Washington said it would work with longtime ally Israel to make sure Iran faced "severe consequences" for Tuesday's attack, which Israel said involved more than 180 ballistic missiles.

The United Nations Security Council scheduled a meeting about the Middle East for Wednesday, and the European Union called for an immediate ceasefire.

"Our action is concluded unless the Israeli regime decides to invite further retaliation. In that scenario, our response will be stronger and more powerful," Iranian Foreign Minister Abbas Araqchi said in a post on X early on Wednesday.

Israel renewed its bombardment early on Wednesday of Beirut's southern suburbs, a stronghold of the Iran-backed armed Hezbollah group, with at least a dozen airstrikes against what it said were targets belonging the group, read the report.

Large plumes of smoke were seen rising from parts of the suburbs. Israel issued new evacuation orders for the area, which have largely emptied after days of heavy strikes.

Iran's attack marked it biggest ever military blow against Israel.

Sirens sounded across the country and explosions rattled Jerusalem and the Jordan River valley as the entire population was told to move into bomb shelters.

No injuries were reported in Israel, but one man was killed in the occupied West Bank, authorities there said.

Iran described the campaign as defensive and solely aimed at Israeli military facilities.
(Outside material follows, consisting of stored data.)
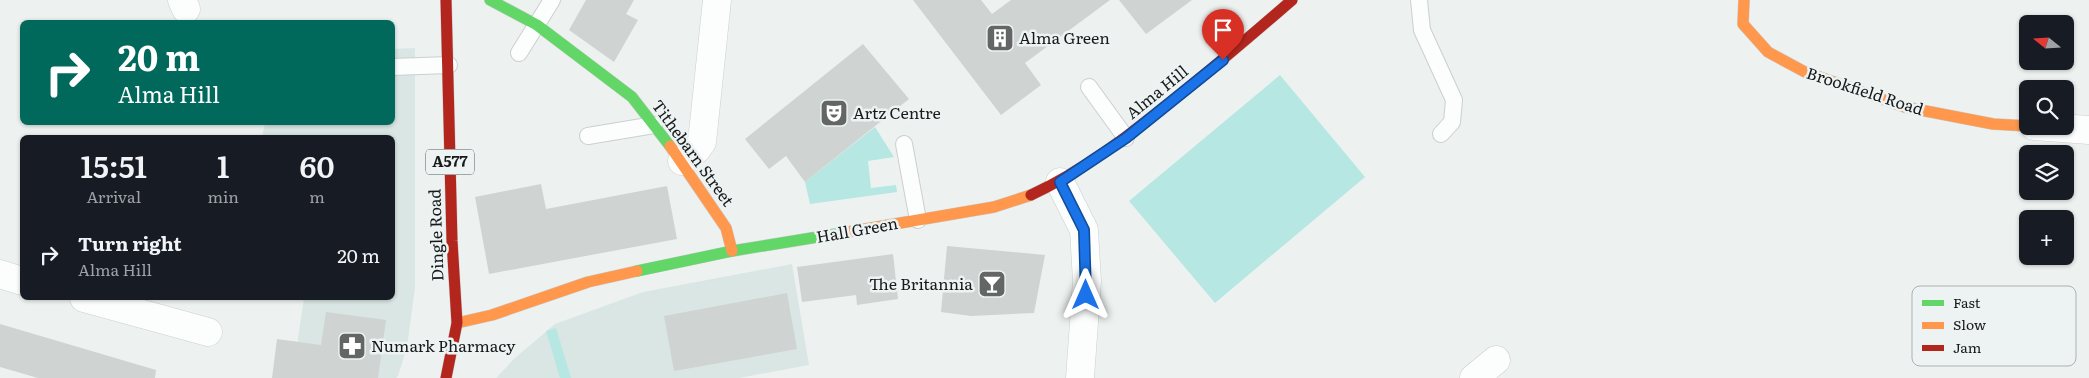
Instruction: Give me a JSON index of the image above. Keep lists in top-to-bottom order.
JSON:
{
  "streets": {
    "street": [
      "Brookfield Road",
      "Alma Hill",
      "Tithebarn Street",
      "A577",
      "Hall Green",
      "Dingle Road"
    ]
  },
  "crossings": [
    ["Alma Hill", "Hall Green"],
    ["Tithebarn Street", "Hall Green"],
    ["Hall Green", "Dingle Road"]
  ],
  "places": {
    "building": ["Alma Green"],
    "theatre": ["Artz Centre"],
    "bar": ["The Britannia"],
    "pharmacy": ["Numark Pharmacy"]
  },
  "legend": ["Fast", "Slow", "Jam"],
  "north": "left",
  "page": {
    "map_buttons": "+",
    "turn": ["20 m", "Alma Hill"],
    "eta": [
      "15:51",
      "Arrival",
      "1",
      "min",
      "60",
      "m"
    ],
    "list": [
      {
        "name": "Turn right",
        "note": "Alma Hill",
        "value": "20 m"
      }
    ]
  }
}
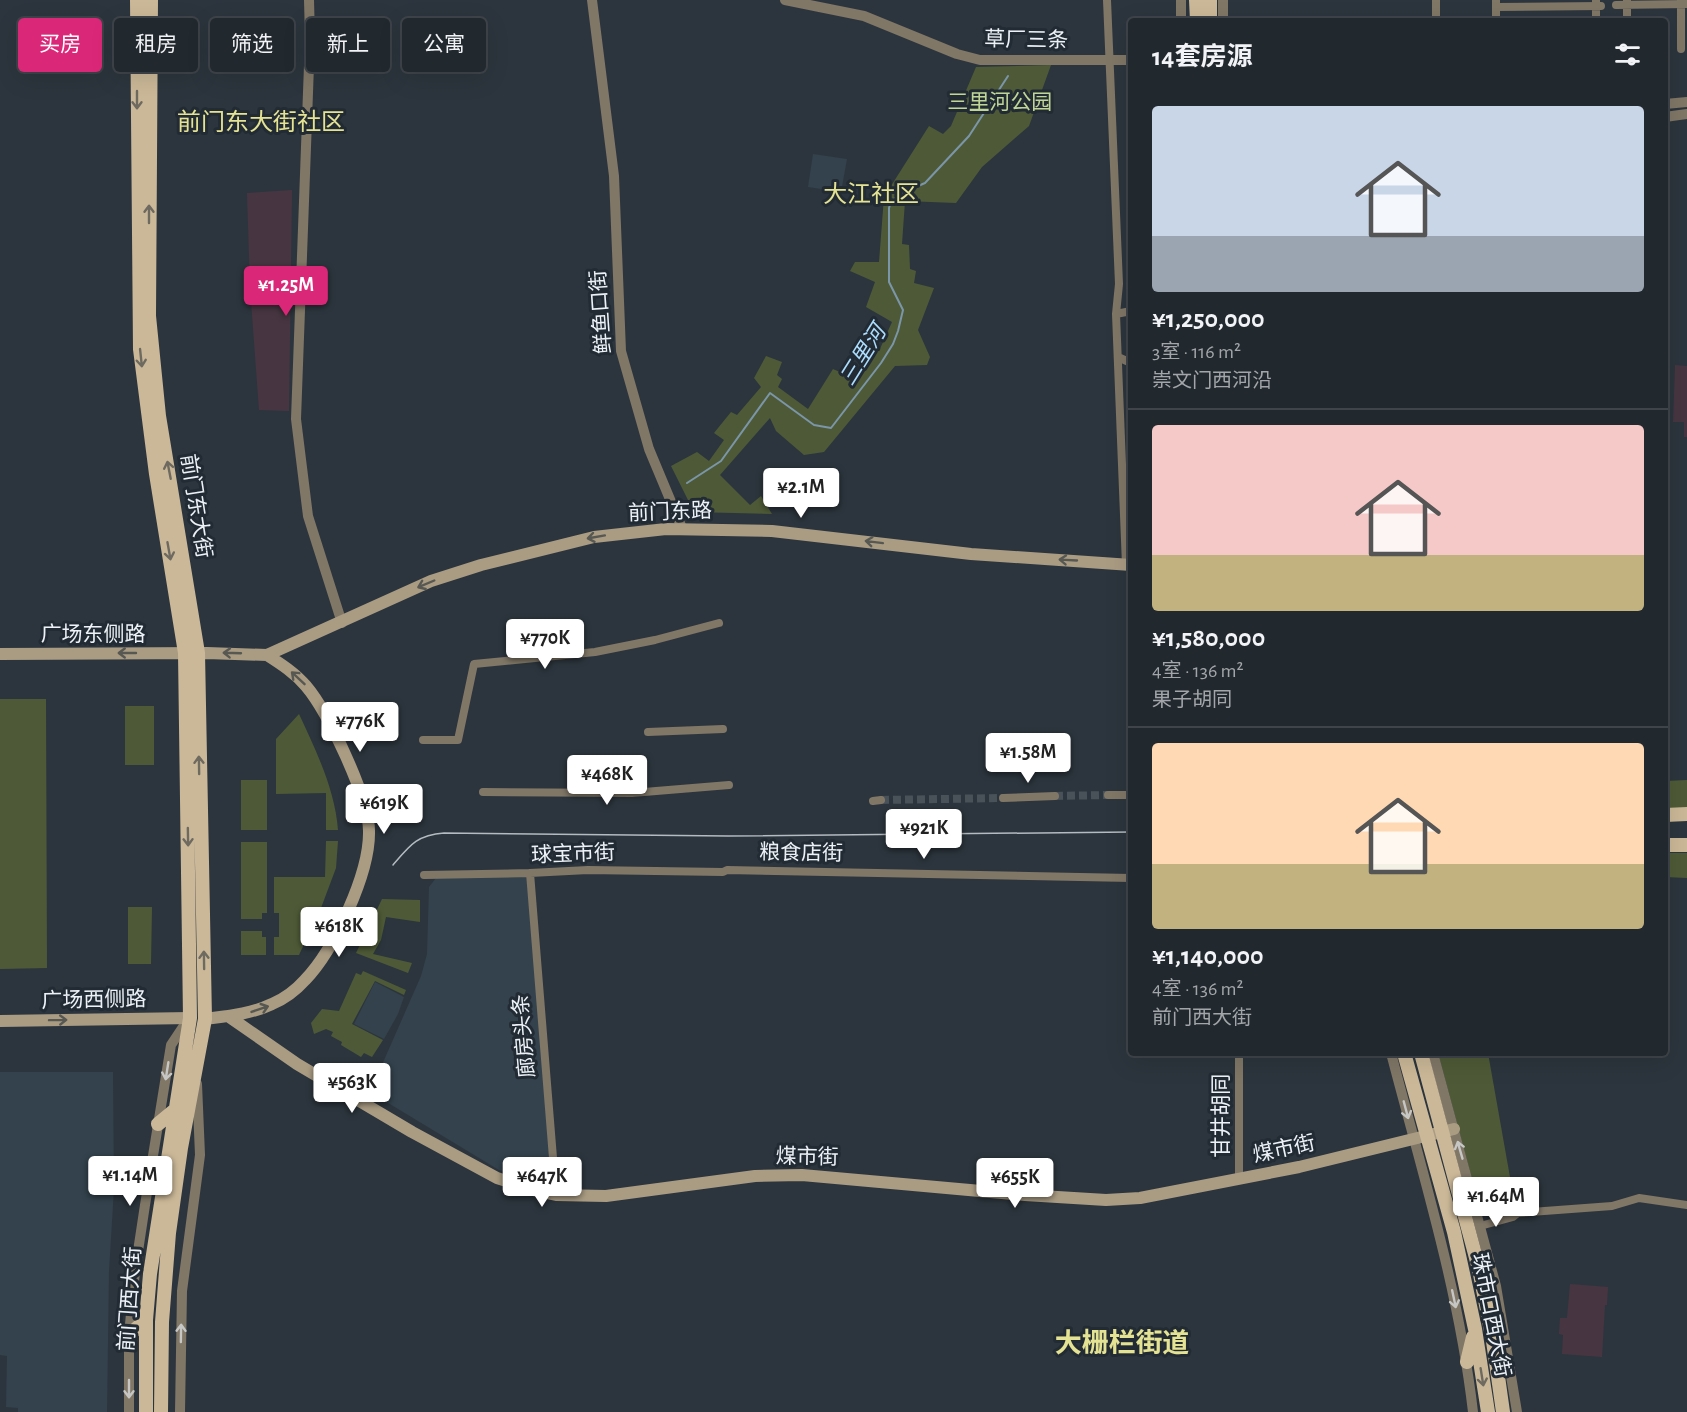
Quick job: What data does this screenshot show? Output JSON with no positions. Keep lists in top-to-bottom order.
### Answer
{
  "streets": {
    "main road": [
      "前门东大街",
      "前门东路",
      "广场东侧路",
      "广场西侧路",
      "煤市街",
      "前门西大街",
      "珠市口西大街"
    ],
    "street": [
      "草厂三条",
      "鲜鱼口街",
      "粮食店街",
      "球宝市街",
      "廊房头条",
      "甘井胡同"
    ]
  },
  "crossings": [
    ["鲜鱼口街", "前门东路"],
    ["前门东大街", "广场东侧路"],
    ["前门东大街", "广场西侧路"],
    ["前门东大街", "前门西大街"],
    ["前门东路", "广场东侧路"],
    ["粮食店街", "球宝市街"],
    ["球宝市街", "廊房头条"],
    ["广场西侧路", "前门西大街"],
    ["廊房头条", "煤市街"],
    ["甘井胡同", "煤市街"],
    ["煤市街", "珠市口西大街"]
  ],
  "one_way": ["前门东路", "广场东侧路", "广场西侧路"],
  "districts": ["前门东大街社区", "大江社区", "大栅栏街道"],
  "water": ["三里河"],
  "parks": ["三里河公园"],
  "page": {
    "chip": [
      "买房",
      "租房",
      "筛选",
      "新上",
      "公寓"
    ],
    "heading": "14套房源",
    "list": [
      {
        "name": "¥1,250,000",
        "note": "3室 · 116 m² · 崇文门西河沿"
      },
      {
        "name": "¥1,580,000",
        "note": "4室 · 136 m² · 果子胡同"
      },
      {
        "name": "¥1,140,000",
        "note": "4室 · 136 m² · 前门西大街"
      }
    ],
    "price": [
      "¥1.25M",
      "¥2.1M",
      "¥770K",
      "¥776K",
      "¥1.58M",
      "¥468K",
      "¥619K",
      "¥921K",
      "¥618K",
      "¥563K",
      "¥1.14M",
      "¥647K",
      "¥655K",
      "¥1.64M"
    ]
  }
}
Iran's state news agency said three Israeli military bases had been targeted.

Tehran said its assault was a response to Israeli killings of militant leaders and aggression in Lebanon against Hezbollah and in Gaza.

Israel activated air defences against Iran's bombardment and most missiles were intercepted "by Israel and a defensive coalition led by the United States," Israeli Rear Admiral Daniel Hagari said in a video on X, adding: "Iran's attack is a severe and dangerous escalation."

Israeli Prime Minister Benjamin Netanyahu vowed to hit back.

"Iran made a big mistake tonight - and it will pay for it," he said at the outset of an emergency political security cabinet meeting late on Tuesday, according to a statement.

Iran's General Staff of the Armed Forces said in a statement carried by state media that any Israeli response would be met with "vast destruction" of Israeli infrastructure. It also said it would target regional assets of any Israeli ally that got involved.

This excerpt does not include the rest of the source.